The 2010 Winter Olympic Games showed the world how beautiful Whistler is in winter. While it does indeed offer fantastic skiing amenities, there is still plenty to do outside of the winter sports season. It is no coincidence that Whistler has been dubbed the mountain city of North America.
Whistler is located roughly two hours’ drive to the north of Vancouver and is easily accessible by road. A train journey from Vancouver to Whistler is also an enjoyable way to travel. The Rocky Mountaineer train 1 follows the Sea to Sky Climb route past the stunning Howe Sound and through the rugged Cheakamus Canyon. The journey to Whistler station takes around three and a half hours.

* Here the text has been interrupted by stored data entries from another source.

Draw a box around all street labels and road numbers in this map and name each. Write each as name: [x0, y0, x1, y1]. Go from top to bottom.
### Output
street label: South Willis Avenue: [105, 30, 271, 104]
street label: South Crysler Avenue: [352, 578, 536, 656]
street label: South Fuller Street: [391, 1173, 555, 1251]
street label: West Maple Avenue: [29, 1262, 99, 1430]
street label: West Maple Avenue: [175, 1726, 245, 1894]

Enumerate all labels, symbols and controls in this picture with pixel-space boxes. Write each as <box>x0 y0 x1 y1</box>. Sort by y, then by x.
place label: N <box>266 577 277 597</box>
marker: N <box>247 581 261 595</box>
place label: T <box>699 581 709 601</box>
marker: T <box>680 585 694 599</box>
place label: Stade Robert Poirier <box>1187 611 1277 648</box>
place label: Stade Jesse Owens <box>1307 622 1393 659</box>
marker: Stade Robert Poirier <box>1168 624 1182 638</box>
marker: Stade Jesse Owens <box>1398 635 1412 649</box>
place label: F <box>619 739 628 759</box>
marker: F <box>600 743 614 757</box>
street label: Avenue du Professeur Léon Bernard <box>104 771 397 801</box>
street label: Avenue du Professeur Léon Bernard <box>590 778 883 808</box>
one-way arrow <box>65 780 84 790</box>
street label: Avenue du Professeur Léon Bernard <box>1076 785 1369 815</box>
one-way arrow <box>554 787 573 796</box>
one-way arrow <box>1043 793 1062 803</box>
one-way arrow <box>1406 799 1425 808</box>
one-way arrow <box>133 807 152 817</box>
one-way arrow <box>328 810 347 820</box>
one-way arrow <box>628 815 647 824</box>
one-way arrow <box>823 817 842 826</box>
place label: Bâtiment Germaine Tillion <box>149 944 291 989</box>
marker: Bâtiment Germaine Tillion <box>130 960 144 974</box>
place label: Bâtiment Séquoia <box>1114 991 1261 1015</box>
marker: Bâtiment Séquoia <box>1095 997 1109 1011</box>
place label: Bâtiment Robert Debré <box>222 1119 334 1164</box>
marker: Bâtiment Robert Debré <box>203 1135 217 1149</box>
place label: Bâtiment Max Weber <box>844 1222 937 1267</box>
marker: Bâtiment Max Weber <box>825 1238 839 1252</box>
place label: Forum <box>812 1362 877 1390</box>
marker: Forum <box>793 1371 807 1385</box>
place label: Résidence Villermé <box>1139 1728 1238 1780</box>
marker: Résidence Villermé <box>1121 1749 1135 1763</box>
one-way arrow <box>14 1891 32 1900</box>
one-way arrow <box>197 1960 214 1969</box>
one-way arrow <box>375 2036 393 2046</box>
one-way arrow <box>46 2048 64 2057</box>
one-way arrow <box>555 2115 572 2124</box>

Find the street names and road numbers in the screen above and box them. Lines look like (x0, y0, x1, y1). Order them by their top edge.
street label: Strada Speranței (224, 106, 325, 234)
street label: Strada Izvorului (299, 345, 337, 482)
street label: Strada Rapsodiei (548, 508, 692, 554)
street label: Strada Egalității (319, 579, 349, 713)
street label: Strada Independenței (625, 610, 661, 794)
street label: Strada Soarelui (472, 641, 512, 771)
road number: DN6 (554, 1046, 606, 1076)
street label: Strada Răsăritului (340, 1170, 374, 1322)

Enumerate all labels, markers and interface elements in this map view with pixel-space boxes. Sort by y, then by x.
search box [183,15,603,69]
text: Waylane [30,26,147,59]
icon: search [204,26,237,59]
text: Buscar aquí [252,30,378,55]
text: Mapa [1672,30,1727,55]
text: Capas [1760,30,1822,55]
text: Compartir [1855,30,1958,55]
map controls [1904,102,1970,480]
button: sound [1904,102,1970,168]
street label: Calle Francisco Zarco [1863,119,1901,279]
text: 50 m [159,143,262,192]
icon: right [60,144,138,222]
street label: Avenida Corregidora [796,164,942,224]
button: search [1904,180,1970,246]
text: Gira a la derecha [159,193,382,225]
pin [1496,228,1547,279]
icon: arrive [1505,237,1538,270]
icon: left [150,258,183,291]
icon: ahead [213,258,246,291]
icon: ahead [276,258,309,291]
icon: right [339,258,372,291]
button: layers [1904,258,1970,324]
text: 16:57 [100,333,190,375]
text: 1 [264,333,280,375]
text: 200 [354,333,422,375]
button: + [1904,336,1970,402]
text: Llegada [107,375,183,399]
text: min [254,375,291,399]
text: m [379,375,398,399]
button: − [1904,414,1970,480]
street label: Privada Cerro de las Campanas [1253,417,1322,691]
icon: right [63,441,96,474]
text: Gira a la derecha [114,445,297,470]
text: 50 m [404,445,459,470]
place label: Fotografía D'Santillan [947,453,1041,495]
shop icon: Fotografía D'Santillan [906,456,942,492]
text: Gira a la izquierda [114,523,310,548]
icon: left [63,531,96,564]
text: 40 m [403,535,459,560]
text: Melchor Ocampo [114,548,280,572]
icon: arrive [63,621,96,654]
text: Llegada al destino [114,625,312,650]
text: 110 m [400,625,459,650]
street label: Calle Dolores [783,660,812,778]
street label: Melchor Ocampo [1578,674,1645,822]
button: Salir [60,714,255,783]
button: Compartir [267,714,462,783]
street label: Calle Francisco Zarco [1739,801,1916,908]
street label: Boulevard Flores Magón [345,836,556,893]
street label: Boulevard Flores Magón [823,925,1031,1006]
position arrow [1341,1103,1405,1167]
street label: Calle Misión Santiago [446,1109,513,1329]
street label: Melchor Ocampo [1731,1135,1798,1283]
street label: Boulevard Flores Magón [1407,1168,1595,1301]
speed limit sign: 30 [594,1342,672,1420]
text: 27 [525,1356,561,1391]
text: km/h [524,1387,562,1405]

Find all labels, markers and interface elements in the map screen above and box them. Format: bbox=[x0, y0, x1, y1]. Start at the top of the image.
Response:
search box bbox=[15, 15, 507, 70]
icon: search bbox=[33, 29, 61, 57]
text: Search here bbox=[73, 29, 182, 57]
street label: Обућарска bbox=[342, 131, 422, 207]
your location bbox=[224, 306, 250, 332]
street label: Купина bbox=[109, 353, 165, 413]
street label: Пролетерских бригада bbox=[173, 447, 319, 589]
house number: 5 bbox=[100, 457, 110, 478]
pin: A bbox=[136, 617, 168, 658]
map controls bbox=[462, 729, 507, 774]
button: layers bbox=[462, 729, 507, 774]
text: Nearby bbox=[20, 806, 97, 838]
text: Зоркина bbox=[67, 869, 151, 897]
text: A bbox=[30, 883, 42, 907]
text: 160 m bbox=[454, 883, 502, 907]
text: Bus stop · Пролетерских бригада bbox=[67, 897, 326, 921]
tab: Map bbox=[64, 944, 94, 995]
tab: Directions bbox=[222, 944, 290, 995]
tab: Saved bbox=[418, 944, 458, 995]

The city offers a wide assortment of shops and restaurants, which provide a welcome break from all the activities to enjoy in the surrounding mountain range. And there are certainly plenty to choose from.
Skiers and snowboarders adore Whistler Blackcomb, Canada’s largest ski resort. Since 2008 the peaks of Blackcomb and Whistler Mountain have been connected by the Peak to Peak cable car, which almost doubled the size of the ski resort in a single stroke. The resort is known for the quality of its snow. Powder snow is what everyone looks for and there is no shortage of this precious commodity here, unlike many other ski resorts.
The resort offers a wide variety of pistes: From steep descents to sheltered forest trails. Whistler is therefore an ideal destination for skiers and snowboarders of any level. Alongside the many pistes, six Wonder Routes have also been mapped. These routes take in some of the most beautiful and often least well-known of the resort’s sights. The Top of the World route takes winter sports enthusiasts to the four highest points of the Whistler and Blackcomb mountains, which offer fantastic panoramas.
If you’re looking for that real Olympic athlete feeling try Whistler Mountain’s Gold Medal Route. This leads skiers along the pistes used for the men’s and women’s downhill races during the Games themselves. As a bonus, the route offers the possibility to pause for a photo opportunity next to the Olympic Rings just above Creekside.
When the snow melts on Blackcomb and Whistler Mountain, and the skis are again packed away, it’s time for a whole new range of activities in this mountain region. Mountain bikers can choose from an almost unlimited number of trails, while the proliferation of ski lifts makes it possible to reach places high in the mountains and ensures the most amazing descents. Kayaking on the River of Golden Dreams (yes, that is actually its real name) is a good way to spot wildlife, such as beavers and bears, and hikers can enjoy tens of kilometres of hiking paths throughout the mountain range.
Whistler is also a paradise for golfers. It offers no less than five 18-hole courses, which are among the very best in Canada.